# 6.390 Spring 2023 Homework 4

**If you haven't already, please hit :**

`File` -> `Save a Copy in Drive`

**to copy this notebook to your Google drive, and work on a copy. If you don't do this, your changes won't be saved!**

Remember to copy over your implementation of gradient descent `gd()` from homework 3.

In [2]:
# Run this cell to download the test functions for HW 4

!wget --quiet --no-check-certificate https://introml.mit.edu/_static/spring23/homework/hw04/hw04_tests.py
from hw04_tests import *

import numpy as np

Our goal in this section will be to derive and implement appropriate gradient calculations that we can use with gd for optimization of the LLC objective.

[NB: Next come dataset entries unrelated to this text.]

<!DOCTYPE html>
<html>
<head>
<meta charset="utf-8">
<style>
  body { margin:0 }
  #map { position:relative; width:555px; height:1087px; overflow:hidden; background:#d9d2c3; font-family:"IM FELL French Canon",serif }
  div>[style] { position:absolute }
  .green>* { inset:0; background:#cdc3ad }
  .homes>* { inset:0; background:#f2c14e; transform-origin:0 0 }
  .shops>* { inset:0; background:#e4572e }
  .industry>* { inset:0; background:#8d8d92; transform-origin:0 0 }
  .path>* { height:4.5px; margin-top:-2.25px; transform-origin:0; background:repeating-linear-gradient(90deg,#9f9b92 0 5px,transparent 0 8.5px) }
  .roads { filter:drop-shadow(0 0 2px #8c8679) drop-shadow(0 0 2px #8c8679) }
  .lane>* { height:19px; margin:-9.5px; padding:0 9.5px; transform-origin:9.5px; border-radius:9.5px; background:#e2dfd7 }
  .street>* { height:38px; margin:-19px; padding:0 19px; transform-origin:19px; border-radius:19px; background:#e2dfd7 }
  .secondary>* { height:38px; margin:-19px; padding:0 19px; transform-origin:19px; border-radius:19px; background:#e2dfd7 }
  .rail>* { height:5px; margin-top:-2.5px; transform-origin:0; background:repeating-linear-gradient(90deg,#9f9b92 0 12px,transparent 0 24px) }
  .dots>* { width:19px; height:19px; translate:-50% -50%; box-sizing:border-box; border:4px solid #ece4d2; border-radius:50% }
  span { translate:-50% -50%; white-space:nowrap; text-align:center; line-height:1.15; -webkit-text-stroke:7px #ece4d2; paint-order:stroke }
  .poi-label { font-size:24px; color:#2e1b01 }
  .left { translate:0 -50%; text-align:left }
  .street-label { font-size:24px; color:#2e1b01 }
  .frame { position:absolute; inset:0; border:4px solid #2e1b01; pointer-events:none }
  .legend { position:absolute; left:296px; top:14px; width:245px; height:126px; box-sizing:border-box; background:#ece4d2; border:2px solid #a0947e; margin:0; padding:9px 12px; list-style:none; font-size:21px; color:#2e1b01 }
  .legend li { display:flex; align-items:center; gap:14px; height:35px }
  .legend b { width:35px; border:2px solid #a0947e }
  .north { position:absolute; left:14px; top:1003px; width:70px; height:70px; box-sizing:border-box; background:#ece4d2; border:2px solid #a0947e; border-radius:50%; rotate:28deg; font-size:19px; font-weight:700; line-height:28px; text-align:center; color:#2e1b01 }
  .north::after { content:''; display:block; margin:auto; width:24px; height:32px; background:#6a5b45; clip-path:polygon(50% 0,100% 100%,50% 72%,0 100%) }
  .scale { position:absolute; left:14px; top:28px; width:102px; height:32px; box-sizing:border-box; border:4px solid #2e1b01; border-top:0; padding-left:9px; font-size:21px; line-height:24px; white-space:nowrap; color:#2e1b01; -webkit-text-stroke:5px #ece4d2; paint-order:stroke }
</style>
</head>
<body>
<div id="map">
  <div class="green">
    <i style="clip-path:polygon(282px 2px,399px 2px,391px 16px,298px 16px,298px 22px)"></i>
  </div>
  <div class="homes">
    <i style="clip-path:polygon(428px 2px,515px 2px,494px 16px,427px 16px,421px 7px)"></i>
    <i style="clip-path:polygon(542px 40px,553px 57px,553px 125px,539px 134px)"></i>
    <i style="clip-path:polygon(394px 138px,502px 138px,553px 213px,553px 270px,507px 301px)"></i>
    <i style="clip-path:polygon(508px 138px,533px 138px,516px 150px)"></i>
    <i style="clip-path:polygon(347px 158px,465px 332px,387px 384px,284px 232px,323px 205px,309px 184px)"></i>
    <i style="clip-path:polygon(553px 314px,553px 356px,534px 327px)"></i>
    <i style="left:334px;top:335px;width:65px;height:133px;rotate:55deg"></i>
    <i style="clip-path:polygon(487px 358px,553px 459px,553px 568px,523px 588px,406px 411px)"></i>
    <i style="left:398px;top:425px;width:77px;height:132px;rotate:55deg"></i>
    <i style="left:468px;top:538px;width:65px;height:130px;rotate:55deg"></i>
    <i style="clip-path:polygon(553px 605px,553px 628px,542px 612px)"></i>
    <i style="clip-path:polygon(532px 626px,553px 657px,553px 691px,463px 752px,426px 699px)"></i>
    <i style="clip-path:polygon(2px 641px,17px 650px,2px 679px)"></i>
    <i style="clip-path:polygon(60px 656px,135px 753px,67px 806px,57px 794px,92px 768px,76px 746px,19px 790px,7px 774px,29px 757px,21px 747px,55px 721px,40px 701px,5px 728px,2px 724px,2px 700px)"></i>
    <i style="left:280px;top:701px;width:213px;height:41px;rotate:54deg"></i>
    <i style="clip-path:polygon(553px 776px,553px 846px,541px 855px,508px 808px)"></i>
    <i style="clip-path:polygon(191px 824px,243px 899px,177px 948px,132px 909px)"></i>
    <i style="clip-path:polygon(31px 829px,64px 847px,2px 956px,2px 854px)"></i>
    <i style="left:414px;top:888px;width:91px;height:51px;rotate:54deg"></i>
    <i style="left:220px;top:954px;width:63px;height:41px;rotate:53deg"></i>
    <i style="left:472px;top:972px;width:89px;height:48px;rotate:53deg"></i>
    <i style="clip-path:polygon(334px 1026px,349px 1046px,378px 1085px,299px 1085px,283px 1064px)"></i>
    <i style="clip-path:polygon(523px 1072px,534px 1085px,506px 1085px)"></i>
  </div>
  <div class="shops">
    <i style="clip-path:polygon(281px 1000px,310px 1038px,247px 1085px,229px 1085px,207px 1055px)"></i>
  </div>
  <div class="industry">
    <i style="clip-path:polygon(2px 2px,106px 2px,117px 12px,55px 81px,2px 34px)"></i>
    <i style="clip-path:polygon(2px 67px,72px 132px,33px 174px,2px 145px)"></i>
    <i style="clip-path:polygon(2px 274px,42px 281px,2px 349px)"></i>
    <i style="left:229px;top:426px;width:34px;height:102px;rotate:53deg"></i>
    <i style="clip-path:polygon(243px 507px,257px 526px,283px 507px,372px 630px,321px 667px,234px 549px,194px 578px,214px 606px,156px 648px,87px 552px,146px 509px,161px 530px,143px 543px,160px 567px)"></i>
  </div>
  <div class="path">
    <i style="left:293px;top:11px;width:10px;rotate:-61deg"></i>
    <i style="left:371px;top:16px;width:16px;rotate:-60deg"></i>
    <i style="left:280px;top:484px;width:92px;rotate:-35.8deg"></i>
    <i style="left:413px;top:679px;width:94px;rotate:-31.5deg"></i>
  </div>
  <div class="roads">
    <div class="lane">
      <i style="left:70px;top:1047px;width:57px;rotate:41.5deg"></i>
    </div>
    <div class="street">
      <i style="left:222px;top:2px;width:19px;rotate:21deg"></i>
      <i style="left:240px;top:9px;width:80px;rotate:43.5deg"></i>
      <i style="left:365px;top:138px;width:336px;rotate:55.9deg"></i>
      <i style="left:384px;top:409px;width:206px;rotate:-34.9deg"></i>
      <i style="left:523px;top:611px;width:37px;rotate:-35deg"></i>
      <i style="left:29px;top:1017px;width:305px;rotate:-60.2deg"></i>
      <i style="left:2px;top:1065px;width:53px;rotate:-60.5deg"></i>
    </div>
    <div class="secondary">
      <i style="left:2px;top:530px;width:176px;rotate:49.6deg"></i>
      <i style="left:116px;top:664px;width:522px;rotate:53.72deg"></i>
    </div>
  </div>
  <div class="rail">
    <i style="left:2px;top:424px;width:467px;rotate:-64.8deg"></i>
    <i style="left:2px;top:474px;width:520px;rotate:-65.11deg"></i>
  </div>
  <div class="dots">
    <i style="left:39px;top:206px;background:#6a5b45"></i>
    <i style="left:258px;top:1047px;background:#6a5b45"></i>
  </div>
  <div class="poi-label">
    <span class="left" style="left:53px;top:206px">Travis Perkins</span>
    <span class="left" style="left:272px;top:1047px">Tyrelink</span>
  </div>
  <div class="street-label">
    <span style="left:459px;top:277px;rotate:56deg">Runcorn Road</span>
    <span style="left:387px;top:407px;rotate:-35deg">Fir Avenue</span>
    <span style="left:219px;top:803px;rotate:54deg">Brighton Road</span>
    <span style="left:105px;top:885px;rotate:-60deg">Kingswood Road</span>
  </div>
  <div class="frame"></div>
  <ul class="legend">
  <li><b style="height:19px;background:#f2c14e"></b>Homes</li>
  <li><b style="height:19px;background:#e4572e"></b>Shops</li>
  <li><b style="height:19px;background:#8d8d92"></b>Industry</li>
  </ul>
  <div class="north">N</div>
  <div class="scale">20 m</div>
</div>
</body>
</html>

In the derivations below, we'll consider linear binary classifiers with offset; i.e., our collection of parameters is $\theta$, $\theta_0$.

Recall that NLL loss for binary classification is defined as:

$$L_{nll}(g, y) = -(y\log g + (1-y)\log (1-g))$$

The objective function for linear logistic classification (LLC), a.k.a. logistic regression (LR), takes the mean of the NLL loss over all points and introduces a regularization term to this equation to make sure that the magnitude of $\theta$ stays small.

$$J_{lr}(\theta, \theta_0) = \left [\frac{1}{n}\sum_{i=1}^n L_{nll}(\sigma(\theta\cdot x^{(i)} + \theta_0), y^{(i)})\right ] + \lambda ||\theta||^2$$

We're interested in applying our gradient descent procedure to this function in order to find the 'best' separator for our data, where 'best' is measured by the lowest possible LLC objective.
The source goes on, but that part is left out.